Each model has a personality

  • ChatGPT tends to give broad, hedged lists and leans on widely-cited sources.
  • Claude is often more cautious and explicit about uncertainty.
  • Gemini pulls heavily on live retrieval and Google’s index.

These are not bugs — they are the products behaving as designed. But for a brand, it means your visibility is not one number. It is three, and they move independently.

Why a composite score still matters

Three independent scores is honest, but it is not actionable on its own. A marketing lead does not want a spreadsheet; they want to know whether the trend is up or down and where to spend the next hour.

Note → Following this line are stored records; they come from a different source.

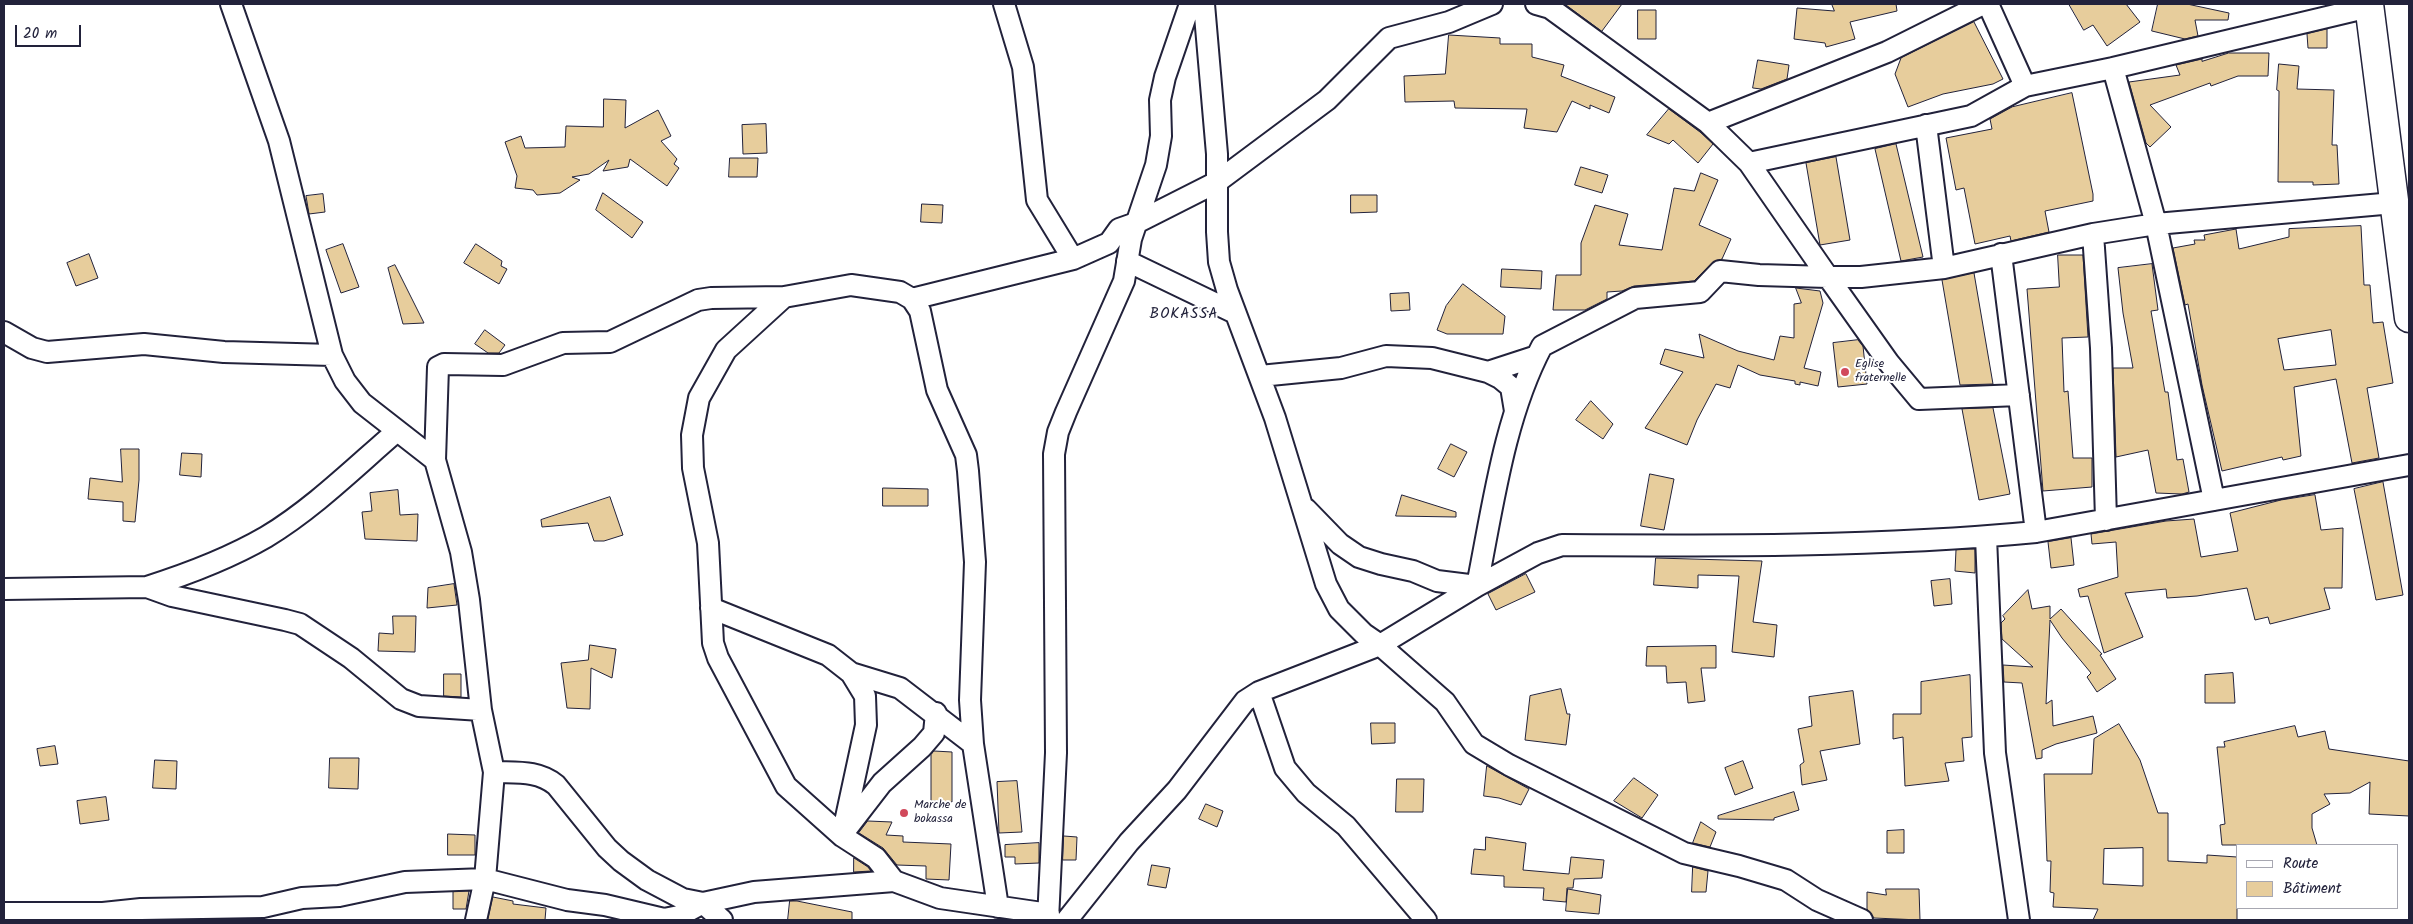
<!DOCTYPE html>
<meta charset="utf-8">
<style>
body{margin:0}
#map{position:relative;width:2413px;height:924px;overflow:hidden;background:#fff;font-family:Kalam,sans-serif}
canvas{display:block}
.frame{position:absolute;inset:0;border:5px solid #22223b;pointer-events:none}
.legend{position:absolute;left:2236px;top:844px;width:162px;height:65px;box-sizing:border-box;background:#fff;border:1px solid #a7a7b1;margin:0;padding:6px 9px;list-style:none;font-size:15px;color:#22223b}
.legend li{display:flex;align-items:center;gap:10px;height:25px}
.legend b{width:25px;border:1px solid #a7a7b1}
.scale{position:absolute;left:15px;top:25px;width:66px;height:22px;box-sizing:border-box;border:2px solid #22223b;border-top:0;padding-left:6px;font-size:15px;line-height:18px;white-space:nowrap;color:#22223b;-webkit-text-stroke:4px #fff;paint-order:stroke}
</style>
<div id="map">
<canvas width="2413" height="924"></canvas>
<div class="frame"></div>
<ul class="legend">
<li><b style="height:6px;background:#fff"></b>Route</li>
<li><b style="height:14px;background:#e7cd9c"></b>Bâtiment</li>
</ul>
<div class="scale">20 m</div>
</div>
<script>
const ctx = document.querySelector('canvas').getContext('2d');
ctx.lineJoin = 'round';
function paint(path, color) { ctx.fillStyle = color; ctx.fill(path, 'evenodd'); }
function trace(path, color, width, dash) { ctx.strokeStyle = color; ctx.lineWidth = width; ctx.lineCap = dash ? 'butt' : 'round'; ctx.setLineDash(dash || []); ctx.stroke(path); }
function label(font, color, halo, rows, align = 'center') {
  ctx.font = font + ' Kalam,sans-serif'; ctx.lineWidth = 4; ctx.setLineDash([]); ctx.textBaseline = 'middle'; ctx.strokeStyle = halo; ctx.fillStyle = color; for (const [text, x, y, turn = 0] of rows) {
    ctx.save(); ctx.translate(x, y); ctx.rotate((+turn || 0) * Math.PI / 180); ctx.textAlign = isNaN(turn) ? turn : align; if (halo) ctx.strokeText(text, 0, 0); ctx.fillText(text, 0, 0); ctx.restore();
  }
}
const building = new Path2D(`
 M1565,4H1622L1602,31Z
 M1832,4H1896L1897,11L1850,22L1855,39L1826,47L1825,43L1794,39L1797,8L1834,11Z
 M2069,4H2126L2140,22L2107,46L2093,25L2084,30Z
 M2158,4H2187L2229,13L2228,20H2195L2198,36L2185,39L2152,31Z
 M1638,10H1656V39H1638Z
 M1974,22L2003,79L1993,84L1943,94L1908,107L1895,74L1901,58Z
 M2327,29V48H2308L2307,34Z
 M1449,35L1500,38V44H1532V57L1564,65L1561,76L1615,97L1609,113L1590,105V109L1572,101L1557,132L1524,128L1527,109L1455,108L1454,101L1405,102L1404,76L1445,74Z
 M2229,53H2269L2268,76H2238L2211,86L2210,83L2150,105L2171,127L2150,147L2146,143L2129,82L2180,75L2176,65L2202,59V61Z
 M1758,60L1789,65L1787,79L1761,89L1753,88Z
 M2279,64L2299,66L2297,89L2334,90L2332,145H2337L2339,184L2313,185V182H2278L2279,91L2277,90Z
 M2072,93L2093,194V201L2045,211L2049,232L2011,241L2010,236L1975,244L1964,188L1956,190L1946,138L1992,129L1990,119L2012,107Z
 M604,99L626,100L625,128L658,110L671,136L661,141L677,159L674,164L679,168L667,186L630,159L628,167L603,171L609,160L589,174L572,177L580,180L560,193L537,195L533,190L515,188L517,176L505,142L521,136L525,148L565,147L566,126L603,127Z
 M1669,109L1700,132L1713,144L1698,163L1673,140L1669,144L1647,135Z
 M766,124L767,153L743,154L742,125Z
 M1896,144L1923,257L1901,261L1875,149Z
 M1836,157L1850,240L1820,245L1806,163Z
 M730,158H758L757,177H729Z
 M1581,167L1608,175L1602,193L1575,185Z
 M1701,173L1718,180L1699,225L1731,239L1722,259L1712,263L1694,281L1634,286L1622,291L1607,292V299L1585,310H1553L1556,275H1581V243L1595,205L1628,214L1619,245L1662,250L1674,188L1694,191Z
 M603,193L643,222L632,238L596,210Z
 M323,194L325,212L309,214L306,196Z
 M1351,195H1377V212L1351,213Z
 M922,204L943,205L942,223L921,222Z
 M2361,226L2364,285H2370L2373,323L2383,322L2393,383L2367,388L2379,458L2352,463L2336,379L2294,387L2301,456L2283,460L2282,457L2222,471L2202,385L2188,304L2185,305L2173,248L2195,244L2194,240H2205L2204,235L2236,229L2239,249L2289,237V229ZM2331,330L2336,365L2284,370L2278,339Z
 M343,244L359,287L341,293L326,250Z
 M476,244L502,261L501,266L507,269L499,284L464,263Z
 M89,254L98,278L76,286L67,263Z
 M2058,255H2083L2088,337L2062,338L2064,392L2068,391L2073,458H2092V487L2043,491L2027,289L2059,287Z
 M2152,264L2158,310L2151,311L2165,392H2168L2177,460L2183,459L2189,492L2182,494L2156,493L2148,450L2116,457L2113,368H2133L2123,313L2118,268Z
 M395,265L424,323L403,324L388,268Z
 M1502,269L1542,271L1541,289L1501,287Z
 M1974,273L1993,384L1960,385L1942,280Z
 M1463,284L1505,316L1503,334H1447L1437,330L1446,306Z
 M1796,288L1820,291L1823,303L1804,368L1821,372L1818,386L1800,382V385L1795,384V381L1760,375L1738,365L1730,388L1716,384L1697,420L1687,445L1645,428L1683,372L1660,364L1665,349L1704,358L1699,334L1738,351L1774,360L1780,336L1794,338V304L1801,303Z
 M1409,293L1410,310L1391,311L1390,294Z
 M485,330L505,345L499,353H488L475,344Z
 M1858,340L1863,346L1867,384L1838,387L1833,343Z
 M1591,401L1613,424L1603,439L1576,420Z
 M1993,408L2010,494L1979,500L1962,409Z
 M1451,444L1467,452L1454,477L1438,469Z
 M121,449H139V480L135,522L123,521V502L88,499L90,478L122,482Z
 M182,453L202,454L201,477L180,475Z
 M1650,474L1674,479L1664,530L1641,526Z
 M2383,482L2403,595L2376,600L2354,489Z
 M883,488L928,489V506H883Z
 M398,490L400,515L418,514L417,541L365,539L362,512L372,511L370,493Z
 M1402,495L1456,512V517L1396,516Z
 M2315,495L2321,530L2343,528L2342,588H2324L2330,609L2270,624L2268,617L2255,620L2247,588L2197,596L2167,598L2166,589L2125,593L2143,637L2104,653L2088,596L2080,597L2078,589L2118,577L2116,542L2092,544L2091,534L2166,521L2194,519L2201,557L2238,551L2230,513L2281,500Z
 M610,497L623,535L604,541H594L588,523L542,527L541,520Z
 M2071,538L2074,565L2051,568L2048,542Z
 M1971,549H1975V573L1955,571L1956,550Z
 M1656,558L1762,561L1753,622L1777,625L1774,657L1732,652L1739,576L1698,575V588L1654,585Z
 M1526,574L1535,592L1496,610L1488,594Z
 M1950,579L1952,604L1934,606L1931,581Z
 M454,584L457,605L427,608L428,588Z
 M2028,590L2032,609L2050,606V619L2061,609L2102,654L2100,655L2116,679L2097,692L2087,677L2091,673L2062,638L2050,620L2046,704L2052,700L2053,726L2093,716L2097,733L2056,744L2042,750V758L2036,759L2022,683L2004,682L2003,665L2033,667L2002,639L2001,623L2005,619L2003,616Z
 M393,616H416L415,652L378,651L379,633L393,634Z
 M590,645L616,649L612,678L591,668L590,709L567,708L561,663L588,660Z
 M1716,646V668H1701L1705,701L1688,703L1686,682L1667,683L1666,666H1646L1647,647Z
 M2233,673L2235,703H2205V675Z
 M444,674H461V697L444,696Z
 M1970,675L1972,737L1962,738L1964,761L1945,763L1949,781L1905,786L1903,737L1893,739V714H1921V682Z
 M1561,689L1567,714H1570L1566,745L1525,740L1530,696Z
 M1853,691L1860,744L1820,751L1827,780L1802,785L1800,765L1804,762L1798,729L1812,726L1809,697Z
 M1371,723H1395V743L1372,744Z
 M2119,724L2140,760L2158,813H2168V861L2207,863V855L2237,857V920H2093L2098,909L2053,907L2054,893L2050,892L2051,861H2047L2044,774H2092L2094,739ZM2143,848V886L2103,884L2104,849Z
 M2295,726L2298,737L2325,731L2329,749L2409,761V816L2369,814L2370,782L2350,793L2324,794L2330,804L2312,814V828L2317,845H2222L2220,825L2225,824L2217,747H2225L2224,742Z
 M55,746L58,764L40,766L37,749Z
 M934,751L952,752V802L931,801V755Z
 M330,758H359L358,789L329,788Z
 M155,760L177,761L176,789L153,788Z
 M1743,761L1753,788L1735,795L1725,768Z
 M1487,766L1529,789L1521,805L1499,798L1484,796Z
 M1634,778L1658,795L1642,818L1614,801Z
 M1397,779H1424L1423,812H1396Z
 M1017,781L1022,832L999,833L997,782Z
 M1794,792L1799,810L1774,818V820L1718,819V816Z
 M106,797L109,820L80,824L77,801Z
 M1206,804L1223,811L1217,827L1199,819Z
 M868,821L892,822L886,835L903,836V842L951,844L949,880L926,879V866L897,865L883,848L859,833Z
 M1701,822L1716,832L1710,847L1693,843Z
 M1904,830V853H1887V831Z
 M448,834L475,835V855H448Z
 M1064,836L1077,837L1076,860H1063Z
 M1486,837L1526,843L1523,870L1569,874L1571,857L1604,860L1602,878L1574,879L1573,888H1567L1566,902L1543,900L1544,888L1504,887V876L1471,874L1474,849L1485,850Z
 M1039,843V863L1015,864V857H1005V845Z
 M854,858L868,867L871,871L854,872Z
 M1152,865L1170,868L1166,888L1148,885Z
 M1693,867L1708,871L1706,892H1692Z
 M1568,889L1601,895L1599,914L1566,911Z
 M1886,889H1919L1920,920L1874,918L1867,909V892L1886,895Z
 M469,891L466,909H453V892Z
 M493,897L513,901V904L546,908L545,920H488Z
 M790,901H797L852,912V920H788Z`);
const street = new Path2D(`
 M231,4L279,141L332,355L345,381L362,403L435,460
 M1004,4L1023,67L1037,200L1073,259
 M1204,4L1217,154V232L1219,262L1227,290L1275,418L1326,584L1339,609L1364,634L1380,645L1445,702L1474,744L1509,765L1684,853L1739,866L1786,880L1817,900L1862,920
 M1536,4L1550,8L1708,123L1749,163L1828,277H1861L1944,268L2093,234L2156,224L2394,203
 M1988,4L2025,86
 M2113,68L2156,224L2214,500
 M1708,123L1887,52L1983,4
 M1926,125L1944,268
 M1749,163L1971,116L2025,86L2113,68L2369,7
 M2093,234L2101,348L2106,520
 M2001,254L2036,532
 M1127,261L1235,313
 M784,297L726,350L699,398L692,435L693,468L708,543L713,643L718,658L786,786L842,836L876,858L894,881L940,898L1049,914
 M912,299L1073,259L1109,243L1119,229L1136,223L1217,182L1327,100L1389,38L1449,22L1492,4
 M4,332L32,348L47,352L144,344L224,352L332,355
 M1488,372L1534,357
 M1260,376L1341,368L1386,356L1432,358L1488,372L1500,378L1511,387L1515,411
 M1306,509L1340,544L1359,557L1381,564L1413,571L1437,581L1477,586C1493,506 1504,418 1542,346L1635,298L1700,292L1720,271L1759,275L1828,277L1889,363L1919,399L2019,395
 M1986,537L1995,753L2019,920
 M147,587C188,574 228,559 266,537C314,508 355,467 397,431
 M4,589L147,587L172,596L285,620L300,624L351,658L401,699L419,706L481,710
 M711,608L828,655L851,673L865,696L866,725L842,836
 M851,673L900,688L973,744
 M1259,692L1285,768L1306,793L1346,826L1426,920
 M494,772C516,773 538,770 556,785L607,848L621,861L647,880L683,899L703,903L722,920
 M848,827L882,783L922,747L934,733L936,713
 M4,913H103L141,909L263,907L302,898L339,896L405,882L485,879L567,900L605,905L664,919L679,916L703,903L754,892L894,881
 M476,920L485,879L494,772L481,710L469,600L461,552L435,460L438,367L444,364L503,365L563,343L610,342L698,300L711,298L784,297L851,285L900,292L912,299L920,311L937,390L966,455L968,471L975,562L970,700L973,744L998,907
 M1048,920L1056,753L1054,454L1058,432L1066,412L1124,281L1131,239L1156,165L1161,136L1160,100L1165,77L1190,4
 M1067,920L1129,842L1177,790L1245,701L1259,692L1380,645L1477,586L1538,553L1562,545C1720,546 1879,547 2036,532L2409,465`);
const secondary = new Path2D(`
 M2369,4L2409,318`);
const markers = [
 [1845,372,5,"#d1495b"],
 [904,813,5,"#d1495b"]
];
const poiNames = [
 ["Eglise",1855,365],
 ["fraternelle",1855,379],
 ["Marche de",914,806],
 ["bokassa",914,820]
];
const quarterNames = [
 ["BOKASSA",1184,315]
];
paint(building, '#e7cd9c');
trace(building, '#22223b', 1);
trace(street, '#22223b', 24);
trace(secondary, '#22223b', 31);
trace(street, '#fff', 20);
trace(secondary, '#fff', 28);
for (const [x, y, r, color] of markers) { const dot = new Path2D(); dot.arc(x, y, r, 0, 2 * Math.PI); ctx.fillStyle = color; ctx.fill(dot); trace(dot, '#fff', 2); }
label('12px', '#22223b', '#fff', poiNames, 'left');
ctx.letterSpacing = '1px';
label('15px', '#22223b', '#fff', quarterNames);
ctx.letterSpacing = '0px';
</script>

So we blend the per-model results into a single composite — weighted across Frequency, Quality, and Accuracy — while keeping every underlying number one click away. The composite tells you whether to worry; the breakdown tells you what to fix.

Visibility on its own is a vanity metric. Blended with quality and accuracy, it becomes a roadmap.

Make the methodology readable

The fastest way to lose a marketing team’s trust is a black-box score. We publish how the composite is weighted and which sources accuracy is checked against, so the number means something you can defend in a room.

Measure all three models. Keep the per-model detail. Roll it into one score you can act on. That is how you turn “what is AI saying about us?” from an anxious question into a managed metric.